#### Task details:
Lines holding the string "هجرت": copy each one from the listing below.

#### Records supplied:
━━━━━━━━━━━━━━━━━━━━━━━━━━━━━━

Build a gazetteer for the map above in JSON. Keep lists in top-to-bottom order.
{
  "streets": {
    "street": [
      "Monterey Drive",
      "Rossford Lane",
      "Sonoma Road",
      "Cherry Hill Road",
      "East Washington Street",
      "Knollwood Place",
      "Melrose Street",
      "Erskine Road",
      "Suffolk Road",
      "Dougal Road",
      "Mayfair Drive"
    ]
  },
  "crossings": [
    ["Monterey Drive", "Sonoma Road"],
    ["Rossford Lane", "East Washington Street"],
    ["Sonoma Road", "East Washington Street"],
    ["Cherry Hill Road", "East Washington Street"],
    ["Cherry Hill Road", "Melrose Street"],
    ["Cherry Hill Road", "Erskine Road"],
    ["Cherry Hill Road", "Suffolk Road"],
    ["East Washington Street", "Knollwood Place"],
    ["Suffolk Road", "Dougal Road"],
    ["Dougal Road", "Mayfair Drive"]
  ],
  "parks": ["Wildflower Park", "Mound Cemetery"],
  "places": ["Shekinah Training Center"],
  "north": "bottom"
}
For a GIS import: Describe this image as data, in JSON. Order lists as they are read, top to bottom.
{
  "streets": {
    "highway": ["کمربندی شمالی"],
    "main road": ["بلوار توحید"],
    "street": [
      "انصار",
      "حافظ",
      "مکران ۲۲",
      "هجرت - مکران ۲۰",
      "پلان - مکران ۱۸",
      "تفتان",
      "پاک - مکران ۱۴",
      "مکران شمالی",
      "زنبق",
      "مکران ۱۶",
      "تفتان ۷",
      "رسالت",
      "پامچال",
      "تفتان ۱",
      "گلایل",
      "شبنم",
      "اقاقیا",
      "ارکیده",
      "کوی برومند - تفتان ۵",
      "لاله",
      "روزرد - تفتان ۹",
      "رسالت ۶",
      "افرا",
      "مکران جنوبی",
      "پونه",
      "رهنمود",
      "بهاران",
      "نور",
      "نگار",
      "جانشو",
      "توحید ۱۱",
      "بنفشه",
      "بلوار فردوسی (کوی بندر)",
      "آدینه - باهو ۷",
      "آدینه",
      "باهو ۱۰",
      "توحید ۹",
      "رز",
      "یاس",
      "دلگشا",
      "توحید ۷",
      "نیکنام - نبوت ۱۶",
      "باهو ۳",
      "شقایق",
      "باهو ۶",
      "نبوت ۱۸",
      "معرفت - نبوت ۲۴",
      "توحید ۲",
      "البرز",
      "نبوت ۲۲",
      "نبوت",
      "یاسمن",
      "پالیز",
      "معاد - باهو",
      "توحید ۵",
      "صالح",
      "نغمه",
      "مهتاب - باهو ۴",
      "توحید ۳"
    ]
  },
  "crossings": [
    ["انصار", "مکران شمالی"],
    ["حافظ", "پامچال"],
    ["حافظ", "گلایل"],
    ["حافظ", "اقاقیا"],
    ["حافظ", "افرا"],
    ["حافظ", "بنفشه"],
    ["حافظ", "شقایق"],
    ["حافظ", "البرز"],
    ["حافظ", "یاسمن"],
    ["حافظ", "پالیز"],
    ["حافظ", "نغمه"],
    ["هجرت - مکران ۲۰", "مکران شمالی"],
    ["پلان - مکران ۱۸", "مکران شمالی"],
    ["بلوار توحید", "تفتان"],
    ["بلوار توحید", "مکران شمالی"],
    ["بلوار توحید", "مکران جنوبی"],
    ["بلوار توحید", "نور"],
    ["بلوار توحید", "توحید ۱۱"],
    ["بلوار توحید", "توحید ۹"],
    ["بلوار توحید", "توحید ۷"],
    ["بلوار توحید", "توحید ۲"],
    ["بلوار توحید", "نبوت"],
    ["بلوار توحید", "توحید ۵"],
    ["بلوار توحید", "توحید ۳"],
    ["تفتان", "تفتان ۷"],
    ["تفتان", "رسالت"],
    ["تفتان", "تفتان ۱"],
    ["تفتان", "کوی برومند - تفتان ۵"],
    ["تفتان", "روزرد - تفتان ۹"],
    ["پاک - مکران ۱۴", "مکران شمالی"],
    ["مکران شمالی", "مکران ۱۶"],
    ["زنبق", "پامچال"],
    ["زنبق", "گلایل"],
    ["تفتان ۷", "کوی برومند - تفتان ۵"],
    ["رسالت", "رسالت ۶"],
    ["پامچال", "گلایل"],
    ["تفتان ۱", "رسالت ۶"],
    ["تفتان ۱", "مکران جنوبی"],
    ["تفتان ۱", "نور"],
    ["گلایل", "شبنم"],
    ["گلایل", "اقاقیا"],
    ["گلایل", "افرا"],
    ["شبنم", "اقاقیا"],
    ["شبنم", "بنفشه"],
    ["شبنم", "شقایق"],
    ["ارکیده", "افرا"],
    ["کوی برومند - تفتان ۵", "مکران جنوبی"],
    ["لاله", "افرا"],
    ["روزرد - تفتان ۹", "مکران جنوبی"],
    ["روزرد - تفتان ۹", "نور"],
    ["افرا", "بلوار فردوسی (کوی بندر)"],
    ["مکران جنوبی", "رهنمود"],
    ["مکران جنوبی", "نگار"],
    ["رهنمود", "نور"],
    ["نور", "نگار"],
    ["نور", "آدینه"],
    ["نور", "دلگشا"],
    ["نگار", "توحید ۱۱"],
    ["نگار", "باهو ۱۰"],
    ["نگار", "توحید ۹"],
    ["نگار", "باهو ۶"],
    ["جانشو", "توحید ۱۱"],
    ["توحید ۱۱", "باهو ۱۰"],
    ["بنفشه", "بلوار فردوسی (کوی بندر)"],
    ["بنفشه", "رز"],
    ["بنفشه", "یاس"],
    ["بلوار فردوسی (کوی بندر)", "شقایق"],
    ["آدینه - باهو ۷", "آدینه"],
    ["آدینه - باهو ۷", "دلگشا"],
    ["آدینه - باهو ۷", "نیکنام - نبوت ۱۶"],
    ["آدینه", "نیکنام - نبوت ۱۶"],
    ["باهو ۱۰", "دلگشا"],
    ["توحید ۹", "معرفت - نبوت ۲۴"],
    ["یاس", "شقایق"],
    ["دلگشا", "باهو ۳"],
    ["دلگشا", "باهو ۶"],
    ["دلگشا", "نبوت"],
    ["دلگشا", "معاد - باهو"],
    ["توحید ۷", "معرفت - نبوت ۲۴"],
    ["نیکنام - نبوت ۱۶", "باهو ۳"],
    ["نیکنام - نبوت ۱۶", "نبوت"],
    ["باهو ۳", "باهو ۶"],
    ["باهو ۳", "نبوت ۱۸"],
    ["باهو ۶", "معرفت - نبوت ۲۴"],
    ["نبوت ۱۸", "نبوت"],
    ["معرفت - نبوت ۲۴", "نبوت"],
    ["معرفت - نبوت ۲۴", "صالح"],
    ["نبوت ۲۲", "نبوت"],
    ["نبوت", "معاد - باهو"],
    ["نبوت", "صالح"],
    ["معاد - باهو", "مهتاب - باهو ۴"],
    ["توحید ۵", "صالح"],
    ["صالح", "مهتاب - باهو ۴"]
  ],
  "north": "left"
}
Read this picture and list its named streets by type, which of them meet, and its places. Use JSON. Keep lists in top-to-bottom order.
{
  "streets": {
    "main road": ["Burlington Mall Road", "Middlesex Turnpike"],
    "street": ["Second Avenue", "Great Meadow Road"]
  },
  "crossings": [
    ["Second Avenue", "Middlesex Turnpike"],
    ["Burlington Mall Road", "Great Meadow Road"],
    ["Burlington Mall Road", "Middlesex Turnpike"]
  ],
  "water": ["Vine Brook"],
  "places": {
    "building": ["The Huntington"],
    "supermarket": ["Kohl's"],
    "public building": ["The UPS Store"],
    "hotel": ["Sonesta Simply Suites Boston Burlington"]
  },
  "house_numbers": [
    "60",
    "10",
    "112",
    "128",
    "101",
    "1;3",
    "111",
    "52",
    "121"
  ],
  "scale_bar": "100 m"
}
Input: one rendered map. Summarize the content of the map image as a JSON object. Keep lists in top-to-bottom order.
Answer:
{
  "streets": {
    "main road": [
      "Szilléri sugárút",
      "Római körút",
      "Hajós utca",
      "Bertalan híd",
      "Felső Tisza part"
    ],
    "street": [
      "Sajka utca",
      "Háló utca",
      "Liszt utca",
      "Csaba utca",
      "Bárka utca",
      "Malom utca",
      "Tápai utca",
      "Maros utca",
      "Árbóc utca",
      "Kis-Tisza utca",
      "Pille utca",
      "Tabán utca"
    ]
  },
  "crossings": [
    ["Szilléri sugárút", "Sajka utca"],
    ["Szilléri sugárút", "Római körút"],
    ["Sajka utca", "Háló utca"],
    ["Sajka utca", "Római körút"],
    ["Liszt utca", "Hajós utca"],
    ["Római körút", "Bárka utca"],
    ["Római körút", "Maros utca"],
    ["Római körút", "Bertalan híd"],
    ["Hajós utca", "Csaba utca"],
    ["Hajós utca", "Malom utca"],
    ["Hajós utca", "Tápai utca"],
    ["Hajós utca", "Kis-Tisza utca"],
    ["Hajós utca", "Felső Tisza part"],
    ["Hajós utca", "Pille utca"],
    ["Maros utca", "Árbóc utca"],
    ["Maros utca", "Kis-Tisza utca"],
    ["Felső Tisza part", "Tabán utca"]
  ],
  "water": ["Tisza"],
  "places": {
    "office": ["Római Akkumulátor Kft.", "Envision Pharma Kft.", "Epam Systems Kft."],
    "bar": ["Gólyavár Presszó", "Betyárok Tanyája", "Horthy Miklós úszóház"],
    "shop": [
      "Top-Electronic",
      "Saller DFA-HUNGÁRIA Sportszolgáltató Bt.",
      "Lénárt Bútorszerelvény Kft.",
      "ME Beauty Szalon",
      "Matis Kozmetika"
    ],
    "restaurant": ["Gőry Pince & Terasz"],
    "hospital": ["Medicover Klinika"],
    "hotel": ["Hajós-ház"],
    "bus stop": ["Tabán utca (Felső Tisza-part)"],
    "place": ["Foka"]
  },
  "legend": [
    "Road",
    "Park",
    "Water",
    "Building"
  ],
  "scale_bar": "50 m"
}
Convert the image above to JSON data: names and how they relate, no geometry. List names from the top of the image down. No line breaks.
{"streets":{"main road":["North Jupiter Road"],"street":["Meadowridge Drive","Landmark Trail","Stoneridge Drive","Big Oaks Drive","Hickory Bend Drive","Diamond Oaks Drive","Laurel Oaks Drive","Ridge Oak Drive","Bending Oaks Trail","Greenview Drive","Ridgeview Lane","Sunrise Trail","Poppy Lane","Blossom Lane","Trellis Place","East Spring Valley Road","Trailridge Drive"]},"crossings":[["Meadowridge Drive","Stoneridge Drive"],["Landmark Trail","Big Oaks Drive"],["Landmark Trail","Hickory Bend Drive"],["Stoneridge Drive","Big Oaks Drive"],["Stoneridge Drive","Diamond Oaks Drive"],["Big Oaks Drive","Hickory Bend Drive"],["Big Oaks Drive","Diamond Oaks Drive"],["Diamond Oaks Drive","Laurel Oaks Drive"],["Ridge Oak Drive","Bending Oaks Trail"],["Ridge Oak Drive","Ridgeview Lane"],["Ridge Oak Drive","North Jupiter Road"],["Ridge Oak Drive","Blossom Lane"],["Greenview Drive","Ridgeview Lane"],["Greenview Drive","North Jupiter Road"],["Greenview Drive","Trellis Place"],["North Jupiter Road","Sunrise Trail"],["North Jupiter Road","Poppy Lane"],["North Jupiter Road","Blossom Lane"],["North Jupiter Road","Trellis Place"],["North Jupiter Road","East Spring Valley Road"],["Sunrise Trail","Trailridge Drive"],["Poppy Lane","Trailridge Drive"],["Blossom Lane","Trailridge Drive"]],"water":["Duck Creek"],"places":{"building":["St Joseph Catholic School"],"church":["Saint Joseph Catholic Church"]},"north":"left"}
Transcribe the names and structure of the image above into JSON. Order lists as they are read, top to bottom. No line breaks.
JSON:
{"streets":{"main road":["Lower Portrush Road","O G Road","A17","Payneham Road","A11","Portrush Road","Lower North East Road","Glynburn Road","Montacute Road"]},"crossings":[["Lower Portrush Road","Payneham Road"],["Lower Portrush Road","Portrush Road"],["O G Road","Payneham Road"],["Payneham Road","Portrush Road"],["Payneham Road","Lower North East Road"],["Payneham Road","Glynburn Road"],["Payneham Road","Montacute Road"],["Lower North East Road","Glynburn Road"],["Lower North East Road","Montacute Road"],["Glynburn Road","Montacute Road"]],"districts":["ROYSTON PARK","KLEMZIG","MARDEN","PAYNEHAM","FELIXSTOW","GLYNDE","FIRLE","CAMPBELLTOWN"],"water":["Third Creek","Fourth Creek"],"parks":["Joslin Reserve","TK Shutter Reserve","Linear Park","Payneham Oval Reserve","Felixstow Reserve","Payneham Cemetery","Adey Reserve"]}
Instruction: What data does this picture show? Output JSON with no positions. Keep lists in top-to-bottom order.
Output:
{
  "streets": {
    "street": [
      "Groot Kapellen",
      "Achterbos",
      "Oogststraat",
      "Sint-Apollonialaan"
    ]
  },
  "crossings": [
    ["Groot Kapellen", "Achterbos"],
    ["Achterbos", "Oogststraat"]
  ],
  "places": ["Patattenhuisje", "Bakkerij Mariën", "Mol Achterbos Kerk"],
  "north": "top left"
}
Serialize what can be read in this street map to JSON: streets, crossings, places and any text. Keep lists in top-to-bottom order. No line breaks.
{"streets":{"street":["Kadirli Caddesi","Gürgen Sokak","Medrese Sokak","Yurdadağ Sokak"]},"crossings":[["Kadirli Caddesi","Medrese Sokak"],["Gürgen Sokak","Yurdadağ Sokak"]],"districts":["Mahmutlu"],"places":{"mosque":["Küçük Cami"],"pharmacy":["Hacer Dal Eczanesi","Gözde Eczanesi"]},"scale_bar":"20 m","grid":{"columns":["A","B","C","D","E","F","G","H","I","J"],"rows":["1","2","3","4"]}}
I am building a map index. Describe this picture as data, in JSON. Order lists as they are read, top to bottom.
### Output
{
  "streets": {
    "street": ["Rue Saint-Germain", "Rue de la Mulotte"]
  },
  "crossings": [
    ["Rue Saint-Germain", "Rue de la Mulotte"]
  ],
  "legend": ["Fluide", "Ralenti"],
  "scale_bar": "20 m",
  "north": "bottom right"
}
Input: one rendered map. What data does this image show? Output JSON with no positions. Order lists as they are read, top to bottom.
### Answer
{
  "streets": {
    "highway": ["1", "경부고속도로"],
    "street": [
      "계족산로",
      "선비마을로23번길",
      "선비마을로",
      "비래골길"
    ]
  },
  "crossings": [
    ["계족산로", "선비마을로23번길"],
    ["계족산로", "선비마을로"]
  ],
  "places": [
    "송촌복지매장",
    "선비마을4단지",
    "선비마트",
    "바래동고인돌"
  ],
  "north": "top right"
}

━━━━━━━━━━━━━━━━━━━━━━━━━━━━━━

#### Reply:
      "هجرت - مکران ۲۰",
    ["هجرت - مکران ۲۰", "مکران شمالی"],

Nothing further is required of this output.